According to a 2025 investigation by The Epoch Times, which was founded by Falun Gong members in 2000, the social media platform X removed thousands of bot accounts suspected of links to the CCP that were amplifying a series of New York Times articles critical of Shen Yun.
The NYT series claimed that “[Shen Yun] performers were prohibited from reading articles from unapproved news outlets” and “managers told them that any mistakes they made onstage could doom their audience to hell.” The paper accused the Epoch Times of being Shen Yun’s main “publicity machine” and reported claims that performers faced “abusive conditions” and “emotional manipulation.”

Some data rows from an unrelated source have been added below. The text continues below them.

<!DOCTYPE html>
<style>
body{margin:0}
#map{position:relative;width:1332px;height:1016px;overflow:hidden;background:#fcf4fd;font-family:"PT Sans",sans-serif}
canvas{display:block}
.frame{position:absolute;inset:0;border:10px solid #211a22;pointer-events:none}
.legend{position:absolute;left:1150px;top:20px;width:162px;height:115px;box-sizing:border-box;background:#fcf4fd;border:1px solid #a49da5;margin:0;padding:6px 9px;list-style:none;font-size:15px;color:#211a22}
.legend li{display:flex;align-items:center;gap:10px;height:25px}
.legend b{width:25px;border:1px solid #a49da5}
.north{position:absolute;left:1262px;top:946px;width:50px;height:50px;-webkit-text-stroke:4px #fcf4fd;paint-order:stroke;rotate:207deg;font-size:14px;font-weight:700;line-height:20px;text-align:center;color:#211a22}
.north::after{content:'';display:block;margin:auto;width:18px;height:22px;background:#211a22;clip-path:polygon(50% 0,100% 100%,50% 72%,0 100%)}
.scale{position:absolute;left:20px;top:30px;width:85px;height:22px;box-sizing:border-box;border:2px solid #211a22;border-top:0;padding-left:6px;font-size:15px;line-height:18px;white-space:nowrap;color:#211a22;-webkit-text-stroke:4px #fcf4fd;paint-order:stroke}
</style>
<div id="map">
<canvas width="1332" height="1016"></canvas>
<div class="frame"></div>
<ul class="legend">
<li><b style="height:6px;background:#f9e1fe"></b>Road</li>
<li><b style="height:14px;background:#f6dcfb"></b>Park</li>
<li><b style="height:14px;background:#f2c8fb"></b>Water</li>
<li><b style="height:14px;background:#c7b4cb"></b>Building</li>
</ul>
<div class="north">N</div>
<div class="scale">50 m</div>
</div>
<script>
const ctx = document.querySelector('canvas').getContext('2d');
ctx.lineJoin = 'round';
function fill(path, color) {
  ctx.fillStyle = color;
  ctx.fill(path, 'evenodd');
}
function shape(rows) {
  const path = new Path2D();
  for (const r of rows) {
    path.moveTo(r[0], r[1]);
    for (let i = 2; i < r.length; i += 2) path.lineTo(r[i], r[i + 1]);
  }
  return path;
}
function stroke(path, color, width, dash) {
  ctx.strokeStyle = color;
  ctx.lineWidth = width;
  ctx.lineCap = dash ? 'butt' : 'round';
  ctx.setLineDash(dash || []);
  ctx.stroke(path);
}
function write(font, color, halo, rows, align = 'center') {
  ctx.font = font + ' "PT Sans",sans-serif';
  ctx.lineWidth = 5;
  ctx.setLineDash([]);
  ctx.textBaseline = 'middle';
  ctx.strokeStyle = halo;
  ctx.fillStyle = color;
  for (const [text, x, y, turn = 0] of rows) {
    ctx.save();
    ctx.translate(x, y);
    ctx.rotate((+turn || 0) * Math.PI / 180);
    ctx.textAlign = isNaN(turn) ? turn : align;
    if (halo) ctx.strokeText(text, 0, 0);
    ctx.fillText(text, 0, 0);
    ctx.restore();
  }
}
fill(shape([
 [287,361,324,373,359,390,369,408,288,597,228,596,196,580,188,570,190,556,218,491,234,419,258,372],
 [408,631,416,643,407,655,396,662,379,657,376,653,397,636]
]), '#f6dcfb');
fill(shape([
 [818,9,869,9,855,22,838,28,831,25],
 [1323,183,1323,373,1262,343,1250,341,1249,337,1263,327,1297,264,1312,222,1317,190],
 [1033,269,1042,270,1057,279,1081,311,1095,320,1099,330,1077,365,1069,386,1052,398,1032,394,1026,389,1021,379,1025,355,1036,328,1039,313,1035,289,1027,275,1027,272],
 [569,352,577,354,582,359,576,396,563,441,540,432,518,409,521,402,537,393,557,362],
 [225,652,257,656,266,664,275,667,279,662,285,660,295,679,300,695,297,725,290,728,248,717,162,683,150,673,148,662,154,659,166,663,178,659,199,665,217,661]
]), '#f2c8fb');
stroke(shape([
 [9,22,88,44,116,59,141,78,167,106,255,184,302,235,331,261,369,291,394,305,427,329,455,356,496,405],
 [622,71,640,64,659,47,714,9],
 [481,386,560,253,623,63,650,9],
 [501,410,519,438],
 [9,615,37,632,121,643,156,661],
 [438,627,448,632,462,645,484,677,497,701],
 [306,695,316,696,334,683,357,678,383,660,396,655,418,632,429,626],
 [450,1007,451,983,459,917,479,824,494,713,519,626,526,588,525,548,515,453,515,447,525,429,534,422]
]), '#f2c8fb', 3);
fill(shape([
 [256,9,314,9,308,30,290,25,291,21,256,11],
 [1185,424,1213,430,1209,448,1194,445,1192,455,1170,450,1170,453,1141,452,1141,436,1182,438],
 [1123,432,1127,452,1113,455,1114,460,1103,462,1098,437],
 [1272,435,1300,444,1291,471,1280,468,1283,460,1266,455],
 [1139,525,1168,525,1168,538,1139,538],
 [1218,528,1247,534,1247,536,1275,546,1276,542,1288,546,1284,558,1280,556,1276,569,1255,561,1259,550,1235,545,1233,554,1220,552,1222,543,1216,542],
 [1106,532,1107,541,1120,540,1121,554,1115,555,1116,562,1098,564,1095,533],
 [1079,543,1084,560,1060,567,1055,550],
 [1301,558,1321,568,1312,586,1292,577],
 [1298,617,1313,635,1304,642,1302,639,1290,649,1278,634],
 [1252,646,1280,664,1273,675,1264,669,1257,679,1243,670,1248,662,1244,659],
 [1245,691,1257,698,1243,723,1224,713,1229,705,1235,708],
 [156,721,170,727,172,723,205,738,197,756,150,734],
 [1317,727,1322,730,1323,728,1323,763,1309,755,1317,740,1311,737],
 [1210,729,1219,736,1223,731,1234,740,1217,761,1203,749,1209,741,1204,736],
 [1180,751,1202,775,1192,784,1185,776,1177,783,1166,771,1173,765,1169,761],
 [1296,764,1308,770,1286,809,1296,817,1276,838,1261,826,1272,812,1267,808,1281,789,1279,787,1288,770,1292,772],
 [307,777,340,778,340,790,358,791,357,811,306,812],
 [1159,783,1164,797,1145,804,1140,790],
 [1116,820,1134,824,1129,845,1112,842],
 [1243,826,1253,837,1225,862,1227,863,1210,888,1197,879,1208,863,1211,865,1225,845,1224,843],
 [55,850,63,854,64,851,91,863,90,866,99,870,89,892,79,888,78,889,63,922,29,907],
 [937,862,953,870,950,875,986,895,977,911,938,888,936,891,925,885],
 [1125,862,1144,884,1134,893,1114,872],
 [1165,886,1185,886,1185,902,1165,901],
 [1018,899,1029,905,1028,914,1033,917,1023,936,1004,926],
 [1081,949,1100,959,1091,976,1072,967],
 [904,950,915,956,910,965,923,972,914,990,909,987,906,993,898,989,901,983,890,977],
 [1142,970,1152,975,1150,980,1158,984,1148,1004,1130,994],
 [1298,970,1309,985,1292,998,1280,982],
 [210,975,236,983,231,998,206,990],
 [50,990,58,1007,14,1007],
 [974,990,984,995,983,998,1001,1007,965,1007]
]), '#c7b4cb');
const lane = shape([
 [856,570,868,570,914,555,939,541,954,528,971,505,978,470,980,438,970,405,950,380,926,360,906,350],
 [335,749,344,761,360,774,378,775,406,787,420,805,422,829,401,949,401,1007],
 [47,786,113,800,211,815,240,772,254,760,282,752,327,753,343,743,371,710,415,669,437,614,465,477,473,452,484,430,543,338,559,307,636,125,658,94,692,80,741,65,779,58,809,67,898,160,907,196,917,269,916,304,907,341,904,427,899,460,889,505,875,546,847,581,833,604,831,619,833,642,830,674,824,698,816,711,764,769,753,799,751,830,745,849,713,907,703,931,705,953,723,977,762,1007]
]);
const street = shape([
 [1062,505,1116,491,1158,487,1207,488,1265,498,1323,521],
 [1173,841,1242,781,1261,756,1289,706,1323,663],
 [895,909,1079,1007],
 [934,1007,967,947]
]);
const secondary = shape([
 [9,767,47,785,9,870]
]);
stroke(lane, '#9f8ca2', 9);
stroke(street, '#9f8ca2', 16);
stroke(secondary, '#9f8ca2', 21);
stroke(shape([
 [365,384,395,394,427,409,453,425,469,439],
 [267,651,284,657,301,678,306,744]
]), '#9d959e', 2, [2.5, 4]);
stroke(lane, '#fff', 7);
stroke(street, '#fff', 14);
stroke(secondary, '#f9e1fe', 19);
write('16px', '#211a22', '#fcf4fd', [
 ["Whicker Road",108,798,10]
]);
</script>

The Epoch Times responded by reporting that the NYT published 10 anti-Shen Yun hit pieces in 2024, eight of them published only in Chinese.
The NYT did not respond to The Post’s request for comment.
Following the NYT series, the New York State Department of Labor announced it was actively investigating Shen Yun for alleged violations of state child labor and wage laws, including claims that underage performers endured grueling unpaid or underpaid schedules.
The investigation is ongoing.
Last April, two former Shen Yun dancers, husband and wife Sun Zan and Cheng Qingling, filed a federal lawsuit in New York, accusing the group of exploiting an “army of child laborers” through brutal working conditions and a culture of fear that forced them to perform while injured.
Sun said he was forced to perform extreme side splits that caused internal bleeding and had to dance with a sprained ankle. Cheng alleges she was forced to endure an untreated shoulder injury.
Both joined Shen Yun’s Fei Tian Academy in Cuddebackville, NY, as teenagers — Sun at 15 in 2008; Cheng at 13 in 2010 — and claim they performed in over 1,000 shows before both being dismissed in 2015.
Shen Yun, which runs out of a 400-acre complex called Dragon Springs that includes the affiliated dance academies, stated that medical care was available to the dancers. The troupe also claims the couple boasted about their time at the academy but changed their tune after a trip to Beijing, and that the lawsuit is another CCP smear operation.
“We will have no comment,” a lawyer for the couple told The Post.
The Chinese embassy in Washington, DC, said in a statement that Falun Gong is “an anti-human, anti-science and anti-society cult … The so-called ‘persecution’ and ‘organ harvesting’ are purely malicious and sensational lies.”
Shen Yun has been a major moneymaker for the nonprofit Falun Gong, with tax records showing an annual revenue of $40-50 million. The new documentary, directed by filmmaker Fiona Young, is timed for the 20th season of Shen Yun and will have a red carpet premiere at Manhattan’s AMC Lincoln Center on Tuesday.